Only the count is wanted here: how many lines of the entries hold the string "labels"?

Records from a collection
..........
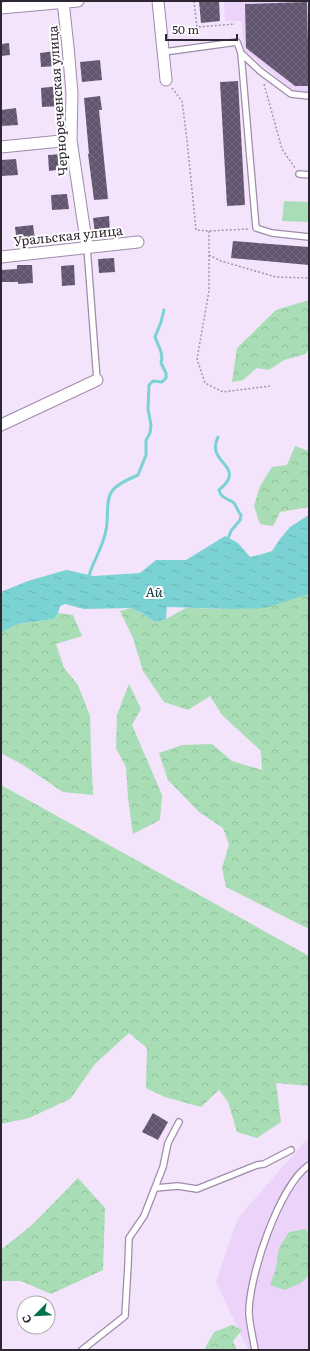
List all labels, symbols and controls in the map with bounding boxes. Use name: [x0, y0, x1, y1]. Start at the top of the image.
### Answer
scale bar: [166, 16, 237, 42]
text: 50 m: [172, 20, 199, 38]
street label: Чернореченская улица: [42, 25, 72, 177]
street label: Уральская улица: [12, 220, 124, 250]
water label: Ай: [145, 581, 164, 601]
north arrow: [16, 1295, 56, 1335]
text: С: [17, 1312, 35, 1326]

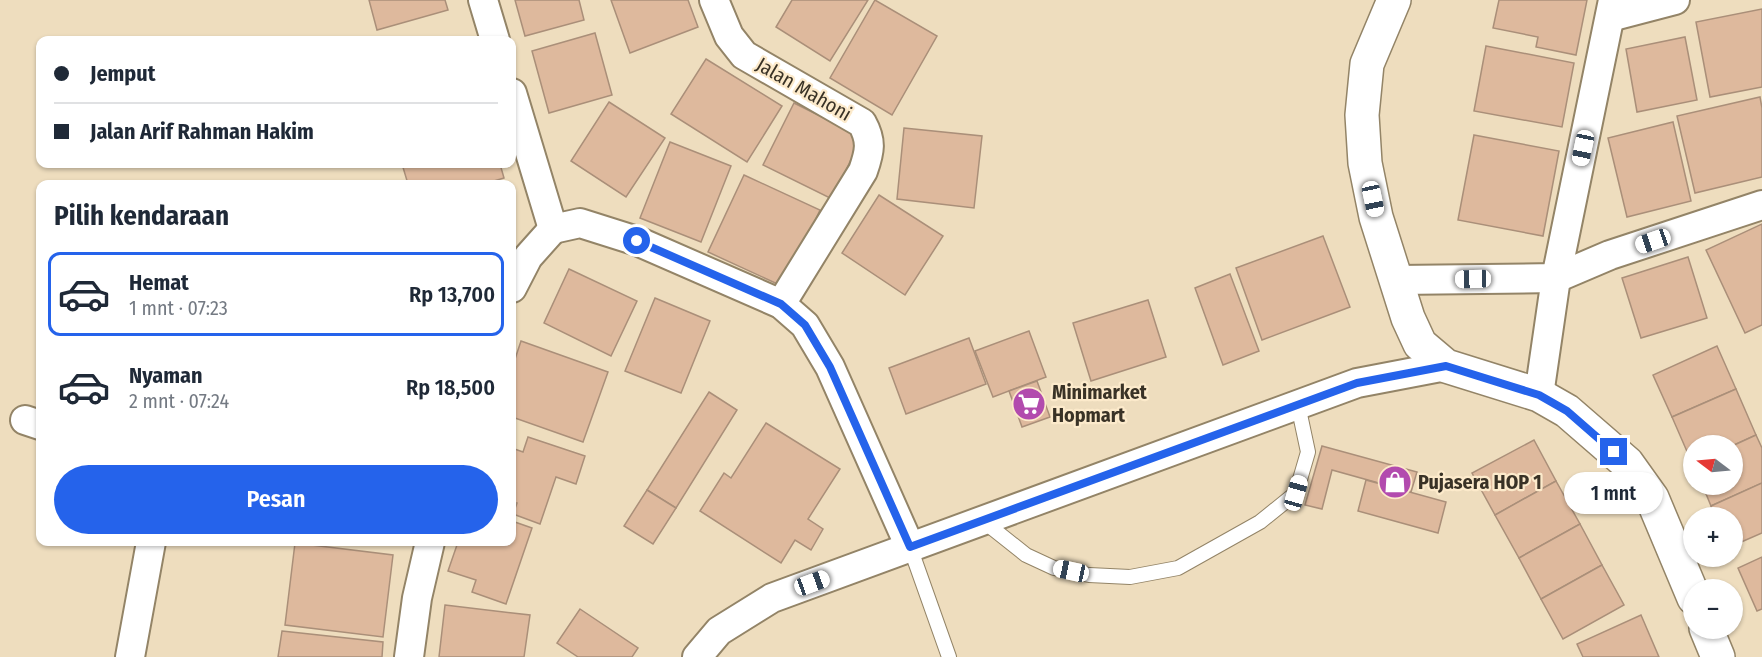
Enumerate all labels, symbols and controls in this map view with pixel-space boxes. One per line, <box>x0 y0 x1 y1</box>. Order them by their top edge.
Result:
..........
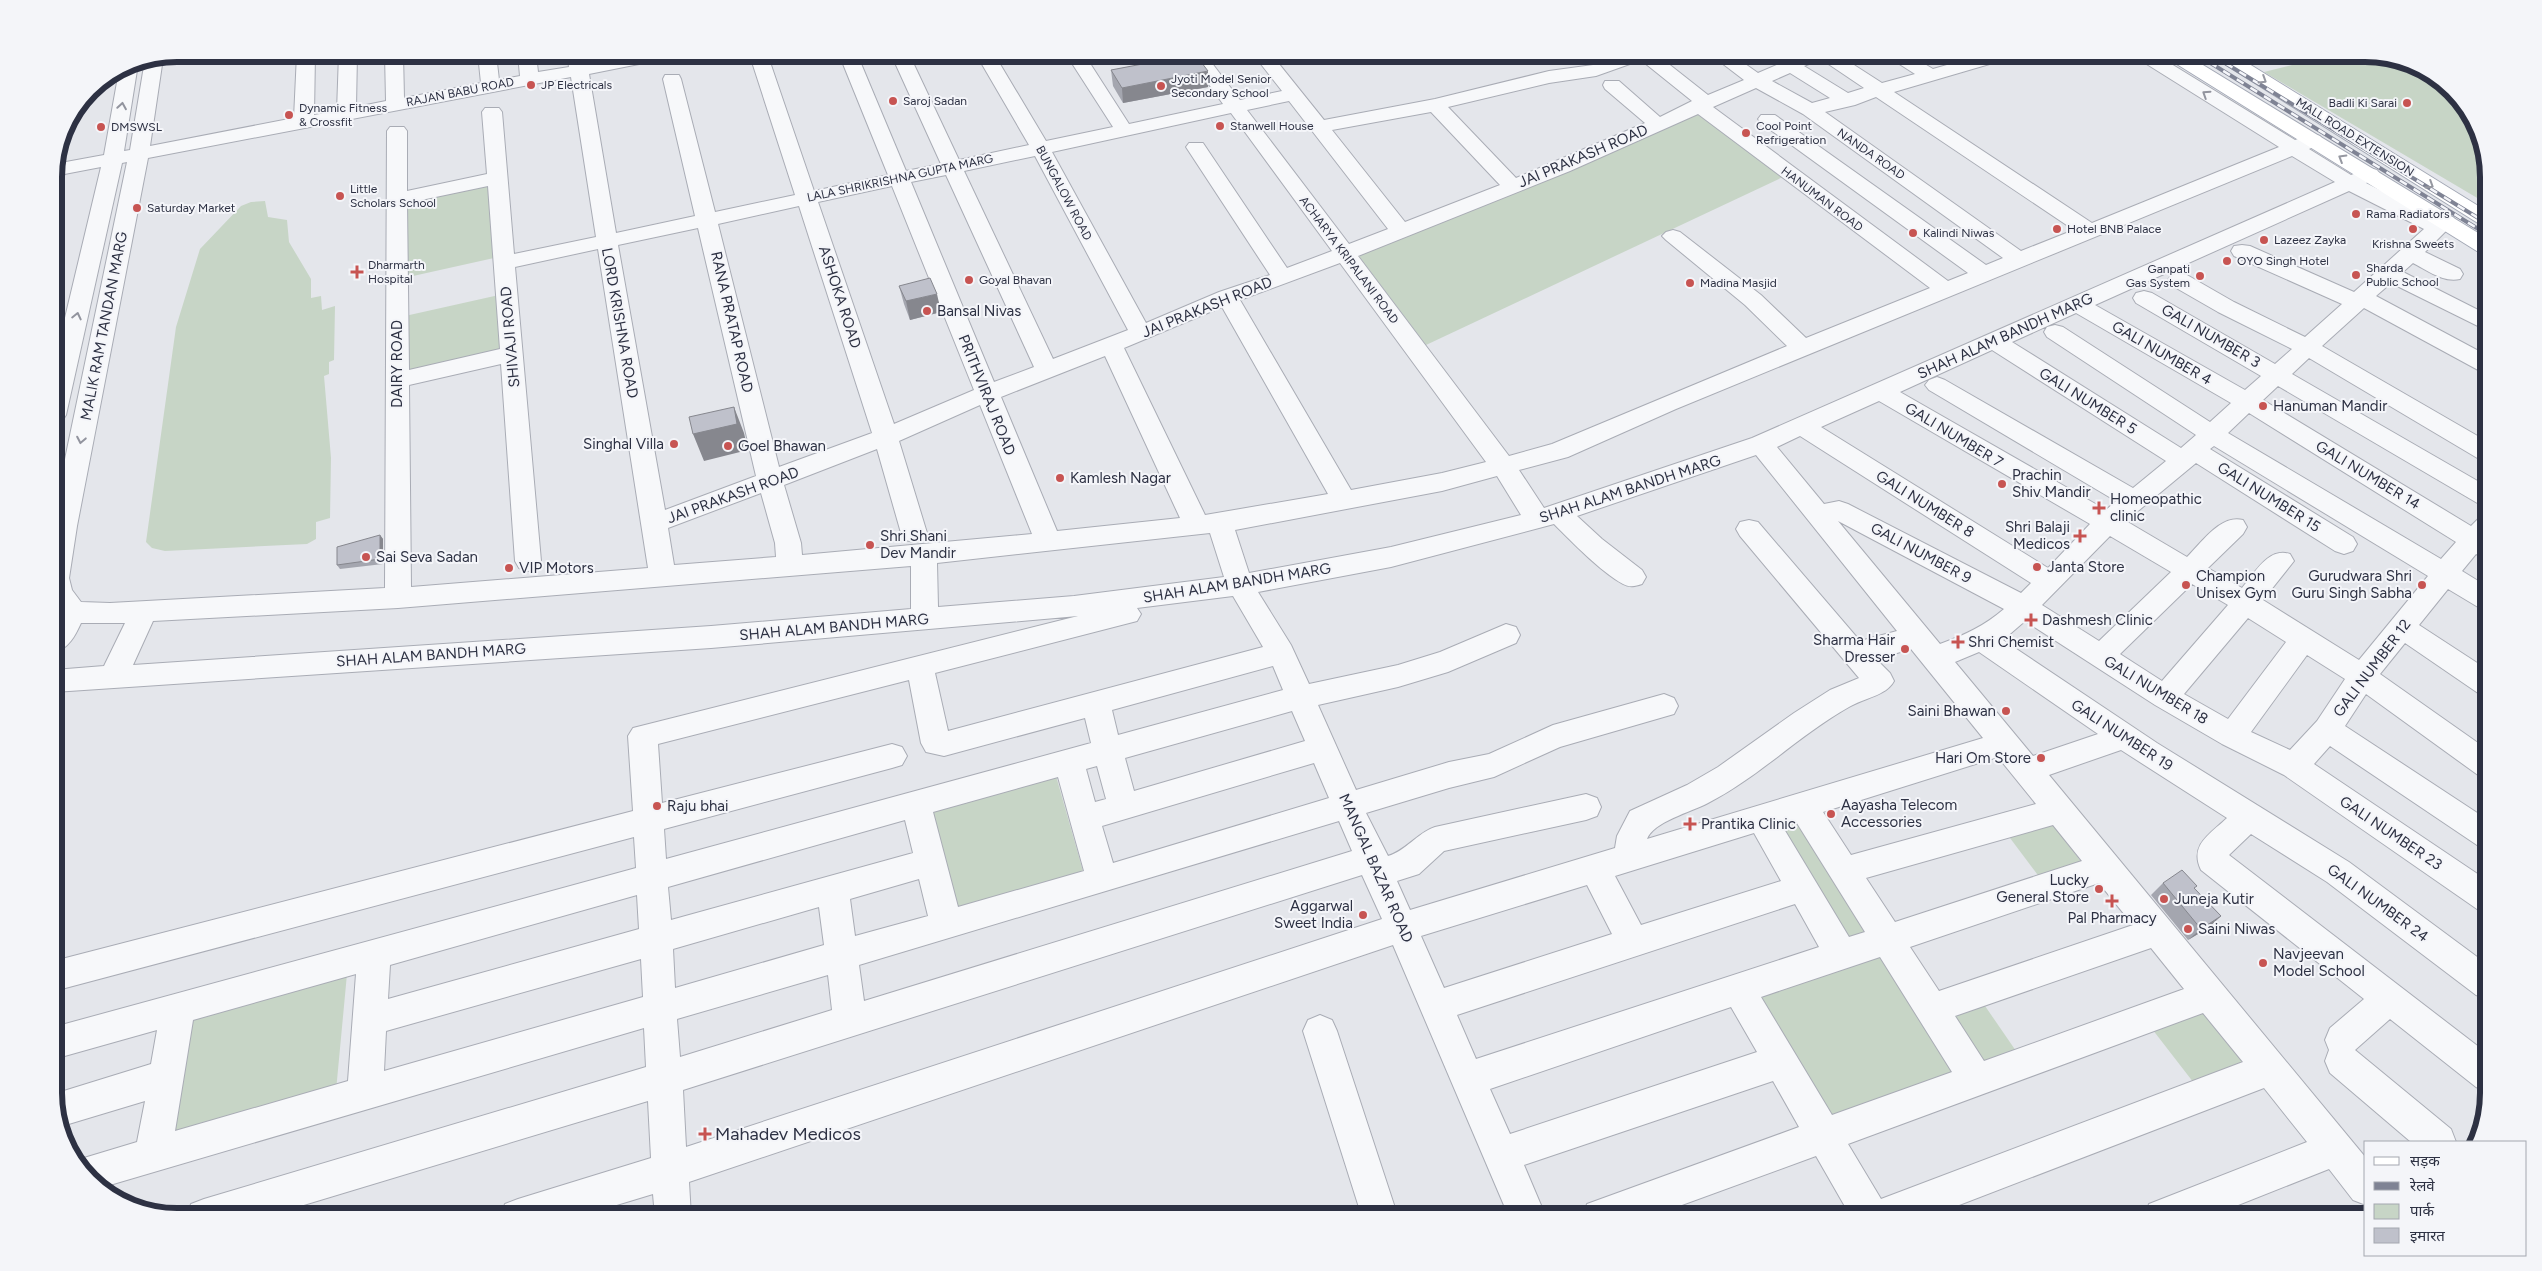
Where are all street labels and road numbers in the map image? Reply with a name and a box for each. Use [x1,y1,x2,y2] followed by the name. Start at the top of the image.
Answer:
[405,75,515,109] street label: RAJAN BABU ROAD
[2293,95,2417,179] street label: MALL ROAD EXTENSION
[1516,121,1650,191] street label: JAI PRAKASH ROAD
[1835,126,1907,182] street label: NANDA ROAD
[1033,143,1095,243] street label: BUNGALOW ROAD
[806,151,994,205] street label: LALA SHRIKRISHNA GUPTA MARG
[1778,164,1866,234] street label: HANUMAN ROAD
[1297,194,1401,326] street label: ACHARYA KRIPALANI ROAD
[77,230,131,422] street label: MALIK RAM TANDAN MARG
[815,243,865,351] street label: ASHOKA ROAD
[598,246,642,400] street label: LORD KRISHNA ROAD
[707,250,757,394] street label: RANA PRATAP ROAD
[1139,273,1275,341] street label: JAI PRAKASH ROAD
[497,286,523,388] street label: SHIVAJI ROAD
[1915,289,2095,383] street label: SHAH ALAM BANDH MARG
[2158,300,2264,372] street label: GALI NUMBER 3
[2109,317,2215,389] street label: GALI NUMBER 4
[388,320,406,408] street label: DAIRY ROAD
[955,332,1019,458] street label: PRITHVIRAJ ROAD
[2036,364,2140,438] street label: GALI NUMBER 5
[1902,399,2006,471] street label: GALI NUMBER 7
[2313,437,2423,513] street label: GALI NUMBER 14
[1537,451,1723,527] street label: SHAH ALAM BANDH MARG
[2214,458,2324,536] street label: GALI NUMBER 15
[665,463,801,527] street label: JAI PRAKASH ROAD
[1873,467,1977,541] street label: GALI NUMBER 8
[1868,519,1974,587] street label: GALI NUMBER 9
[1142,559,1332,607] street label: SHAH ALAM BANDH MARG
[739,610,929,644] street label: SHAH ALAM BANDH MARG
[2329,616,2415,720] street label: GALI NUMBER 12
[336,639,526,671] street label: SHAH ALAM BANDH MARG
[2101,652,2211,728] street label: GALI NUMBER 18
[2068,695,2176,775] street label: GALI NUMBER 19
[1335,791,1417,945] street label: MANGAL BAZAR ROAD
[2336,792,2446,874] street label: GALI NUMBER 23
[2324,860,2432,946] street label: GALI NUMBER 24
..........
**SOLUTION TO THE PROBLEM**
3